BSA:You’re pairing your visual works with interviews and a book, integrating oral histories with photographic documentation. What are the narratives and/or perspectives you’re most focused on to share with the public?
DM: I will have a book that will document the whole journey of my research and where it leads. This includes how many of these LGBTQIA+ spaces are on the verge of disappearing as the community shifts. I look to ask the community what it means to inherit these histories. How is the torch passed on and how can we find more intergenerational connections, threading a link to the past and finding more of a moral responsibility to them instead of just approaching them from the position as a consumer.
BSA:The inclusion of archival artifacts—such as pieces of the original mural wall outside Connection club and printed publications like Berlin Von Hinten—places in the foreground a dialogue between image, object, and place. How do these material elements shape the way people can react to your work?
DM: For the project to include archival artifacts like the Berlin Von Hinten publication and pieces of the exterior mural from Connection Club, I want to bring attention to the value and importance of these objects visually. For the Connection Club mural, it was unexpectedly demolished as I was in my residency, and I actively became a part of the project unexpectedly. The mural on the exterior of Connection Club was a large display of Gogo dancers and Drag Queens painted in 1997. The entire mural was coming down without any means of preserving it. I believe this was probably the Largest and oldest gay mural in the Schonenberg neighbourhood, and there was no relative concern about attempting to preserve it. So I decided to photograph and document the demolition and went into the dumpster of rubble to collect some of the broken pieces of the mural to exhibit as a part of the exhibition. It was an unexpected moment in the project that encapsulated the work into a physical object. We aren’t just losing the spaces for the community; we are also losing the artworks on their walls and the stories they tell. So having it in the exhibition allows the viewer to witness the continued deterioration of Queer spaces and the current climate.

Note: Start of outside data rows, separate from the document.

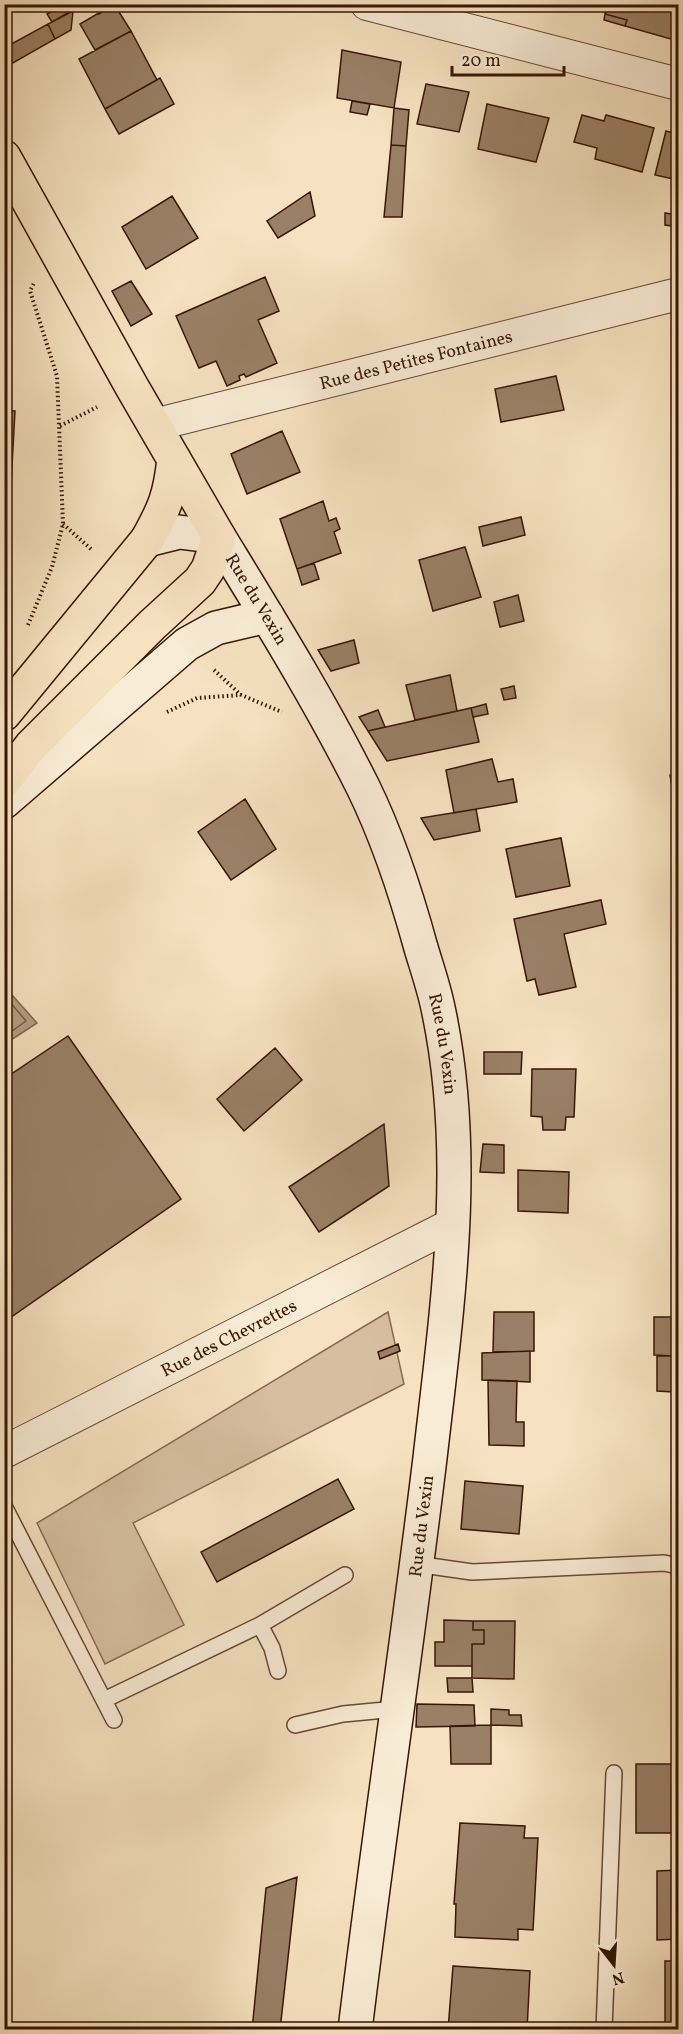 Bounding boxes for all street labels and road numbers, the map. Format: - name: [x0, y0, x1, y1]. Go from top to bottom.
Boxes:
- street label: Rue des Petites Fontaines: [317, 325, 516, 397]
- street label: Rue du Vexin: [218, 549, 293, 650]
- street label: Rue du Vexin: [421, 991, 462, 1096]
- street label: Rue des Chevrettes: [157, 1294, 302, 1384]
- street label: Rue du Vexin: [404, 1473, 441, 1579] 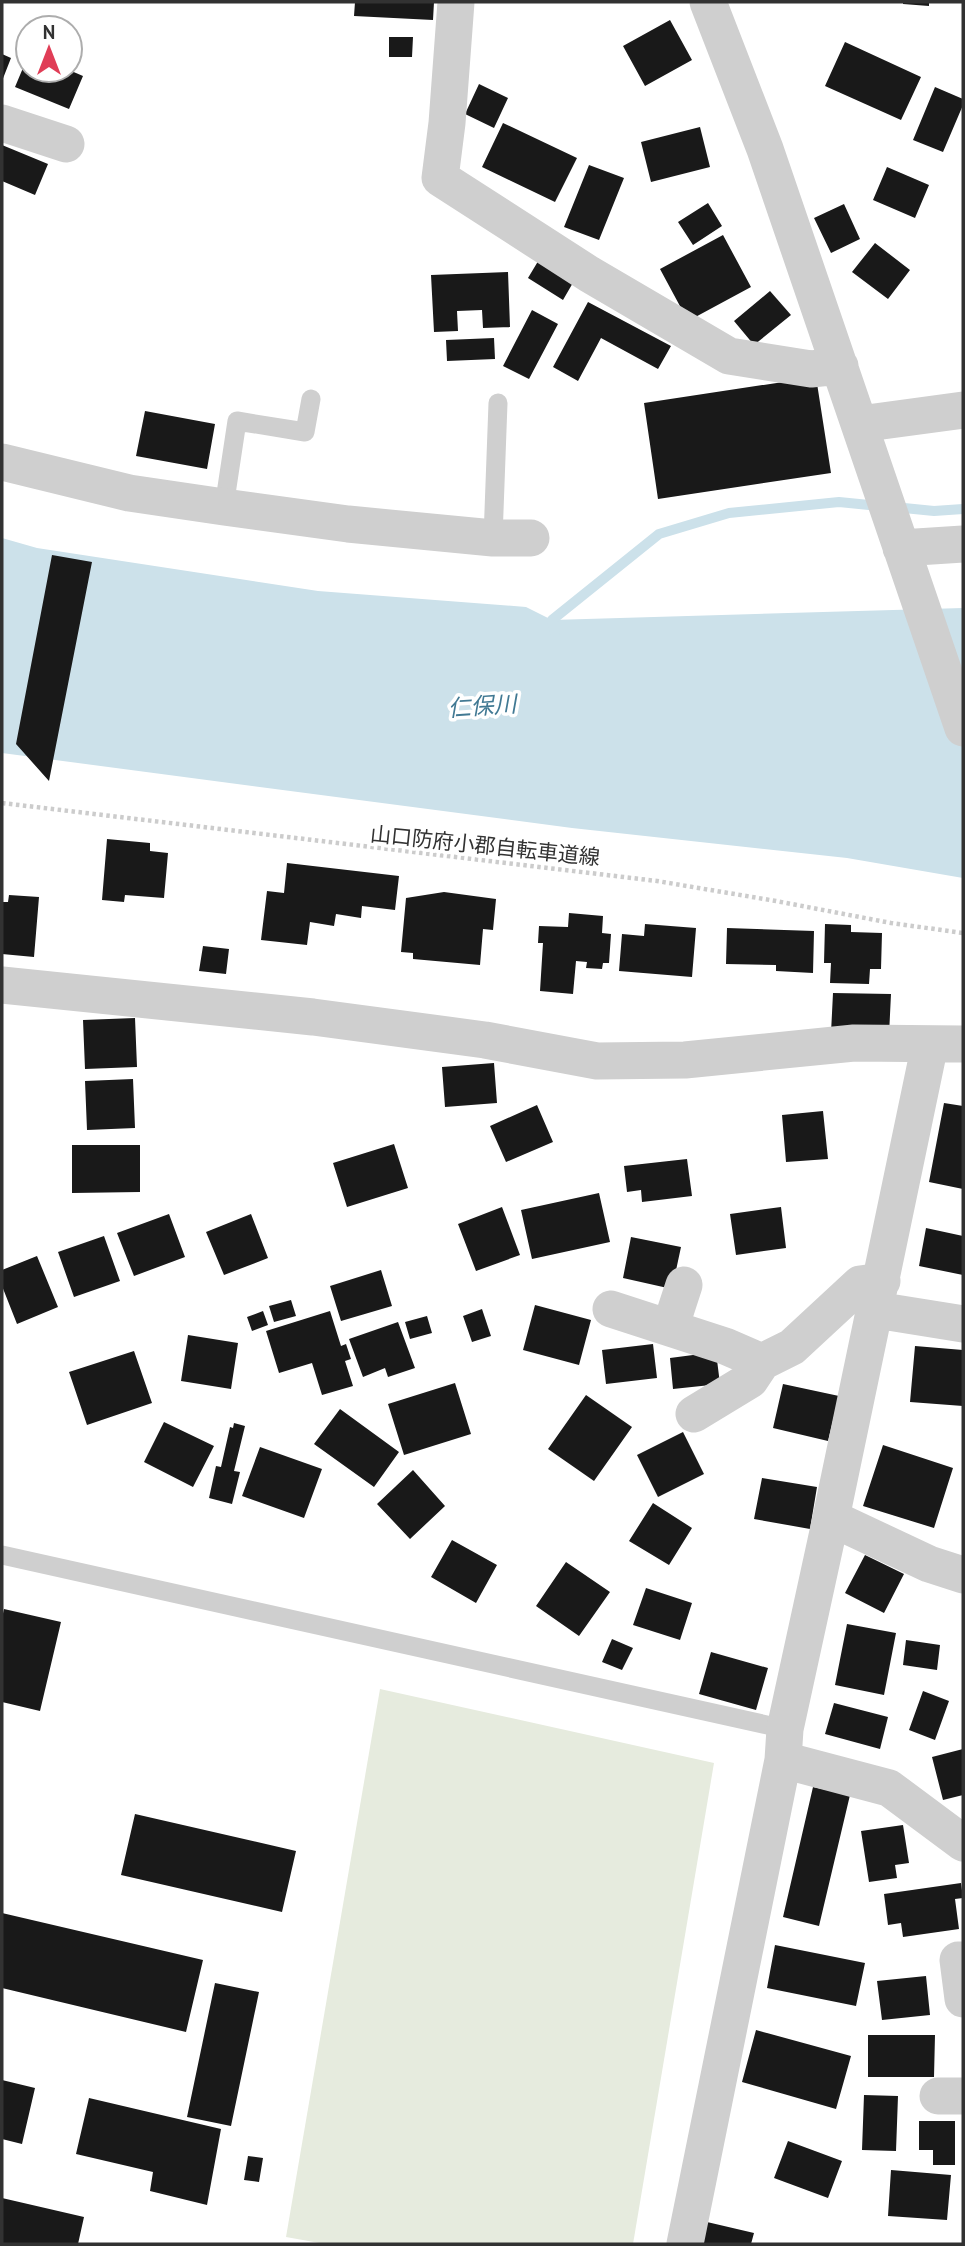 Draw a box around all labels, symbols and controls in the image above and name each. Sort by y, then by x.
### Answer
north arrow [14,14,84,84]
text: N [43,20,55,44]
water label: 仁保川 [447,688,520,722]
street label: 山口防府小郡自転車道線 [369,820,601,871] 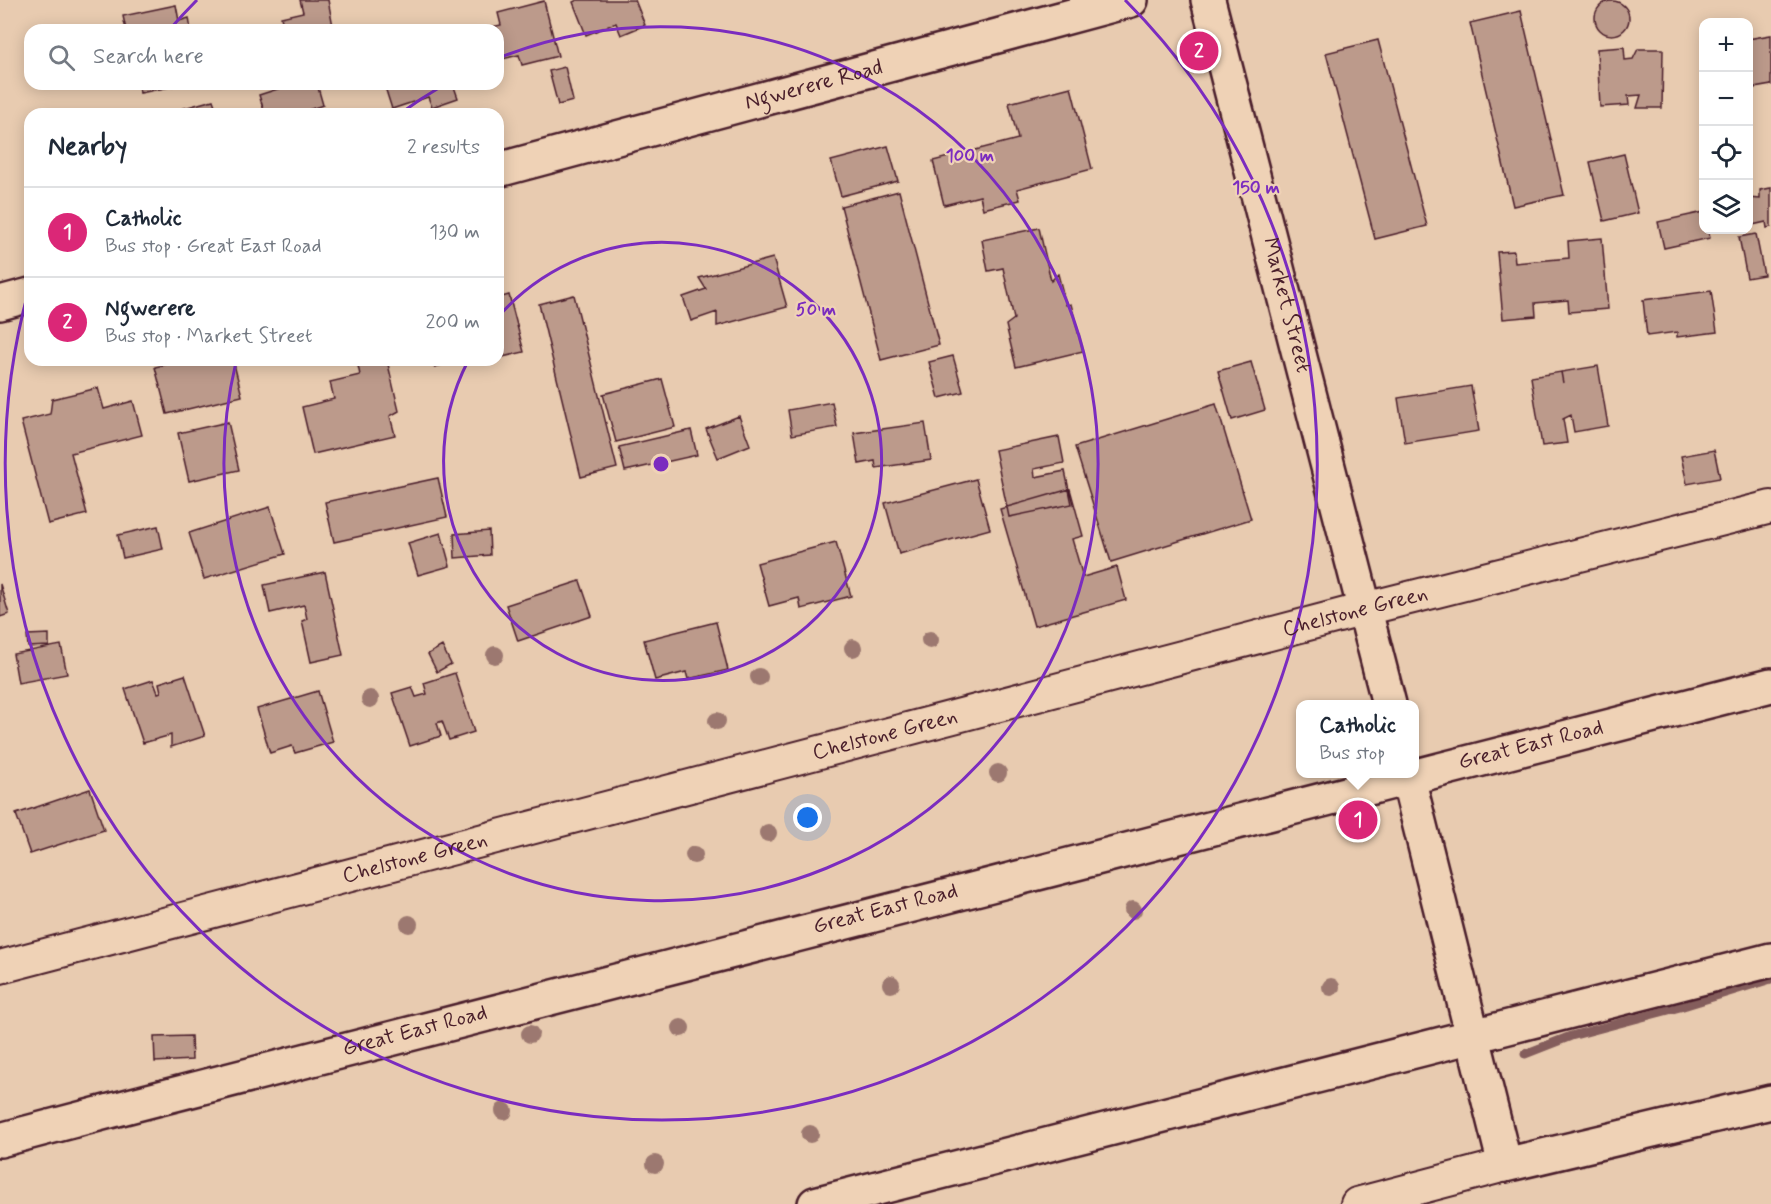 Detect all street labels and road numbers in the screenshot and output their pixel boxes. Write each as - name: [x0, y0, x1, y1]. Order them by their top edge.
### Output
- street label: Ngwerere Road: [742, 53, 886, 117]
- street label: Market Street: [1256, 234, 1317, 376]
- street label: Chelstone Green: [1280, 580, 1431, 644]
- street label: Chelstone Green: [810, 702, 961, 767]
- street label: Great East Road: [1455, 713, 1606, 777]
- street label: Chelstone Green: [339, 826, 491, 891]
- street label: Great East Road: [810, 877, 961, 941]
- street label: Great East Road: [339, 999, 490, 1063] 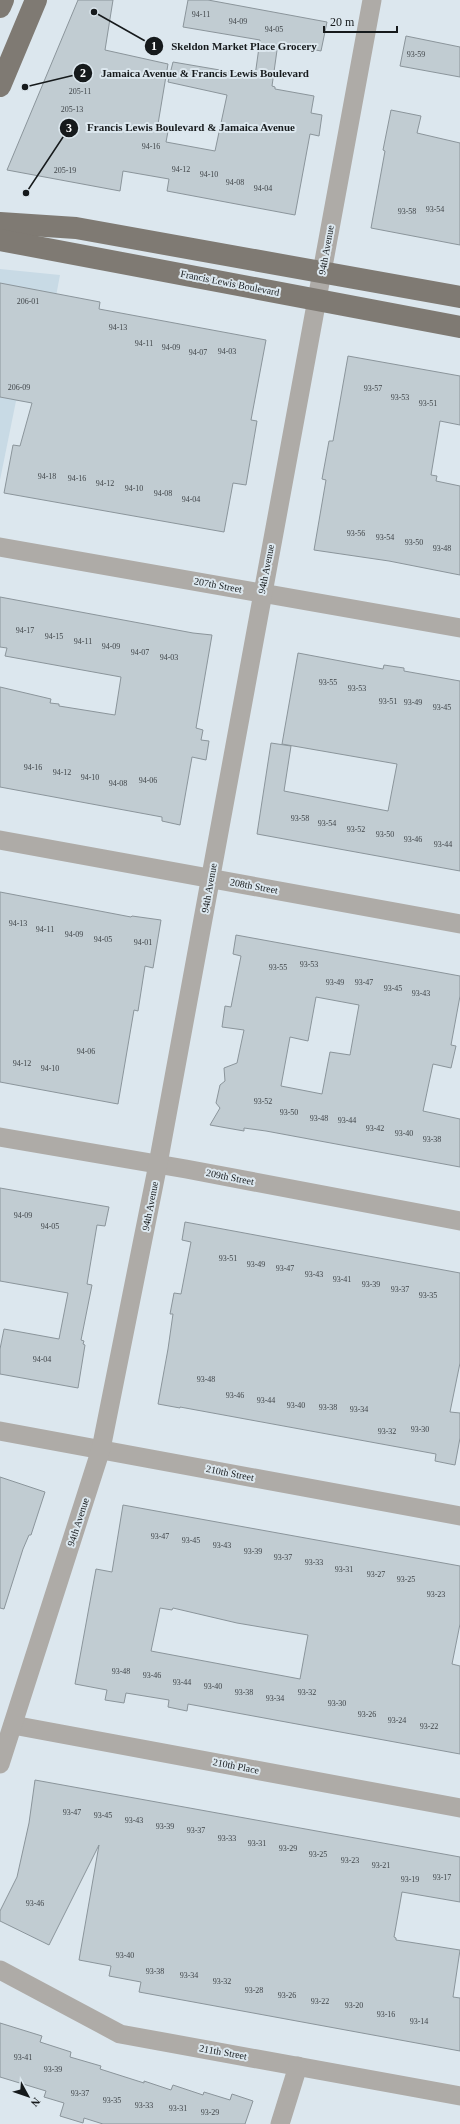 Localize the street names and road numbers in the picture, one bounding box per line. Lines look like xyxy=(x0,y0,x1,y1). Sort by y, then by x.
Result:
street label: 94th Avenue xyxy=(316,224,336,276)
street label: Francis Lewis Boulevard xyxy=(180,268,280,298)
street label: 94th Avenue xyxy=(256,543,276,595)
street label: 207th Street xyxy=(193,575,243,595)
street label: 94th Avenue xyxy=(199,862,219,914)
street label: 208th Street xyxy=(229,876,279,896)
street label: 209th Street xyxy=(205,1167,255,1187)
street label: 94th Avenue xyxy=(140,1180,160,1232)
street label: 210th Street xyxy=(205,1463,255,1483)
street label: 94th Avenue xyxy=(65,1496,91,1548)
street label: 210th Place xyxy=(212,1756,261,1776)
street label: 211th Street xyxy=(198,2042,248,2062) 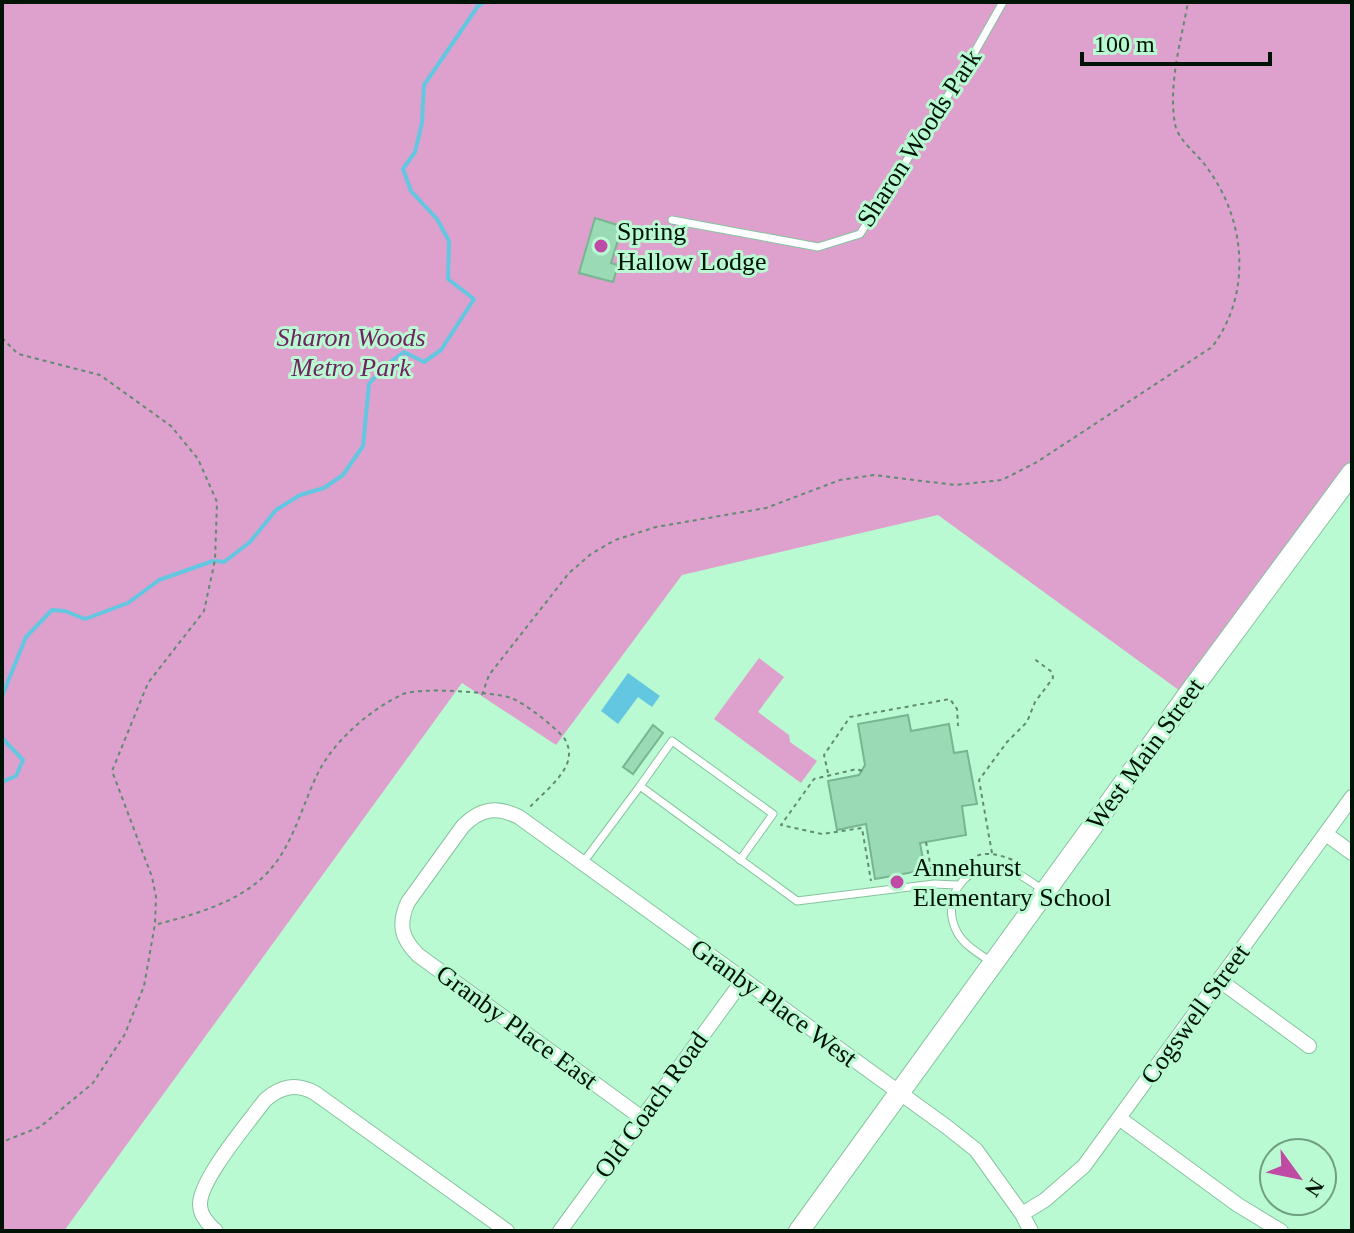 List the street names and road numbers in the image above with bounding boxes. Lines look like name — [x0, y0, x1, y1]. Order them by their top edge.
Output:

BSA: Berlin’s queer history is both deeply entrenched and dynamically evolving. How do you situate your work within this broader historical continuum, and what conversations do you hope it sparks within institutional and public contexts?
DM: Berlin’s Queer history is so deep, it is why I was first drawn to this city. But I think once I arrived and started my research, I was so overwhelmed by how vast that history was. I didn’t know where to start or how to encapsulate it into a project. But I think once I familiarize myself with the context of how I am approaching Berlin, I can ask questions in my work without trying to answer them. I wanted to hopefully have people ask their own questions of how do we inherit our Queer histories, how do we memorialize not just the grief we endured, but to memorialize it.
To familiarize ourselves with how our community has come together throughout history to fight for the freedoms that can so easily be taken away—and are actively being taken away now. At a time when the digital age is isolating us further from each other, I hope this work encourages the public to find importance in our histories and actively engage with it. I wanted people to visit and support these places that are still around and respect their deep historical roots. I wanted to find the threads that link what we enjoy and consume today within the community because of what came before us. Hopefully more people will be inclined to go to places like Pussy Cat, Eisenherz bookstore, or the Schwules Museum Library Archive to find stories they are interested in finding out more about.
BSA:Did you find it difficult for the subjects you were pursuing to engage with you and to open up more with their stories and legacy? What are the challenges for an artist and researcher like you when asking people to be frank and open with you about their stories?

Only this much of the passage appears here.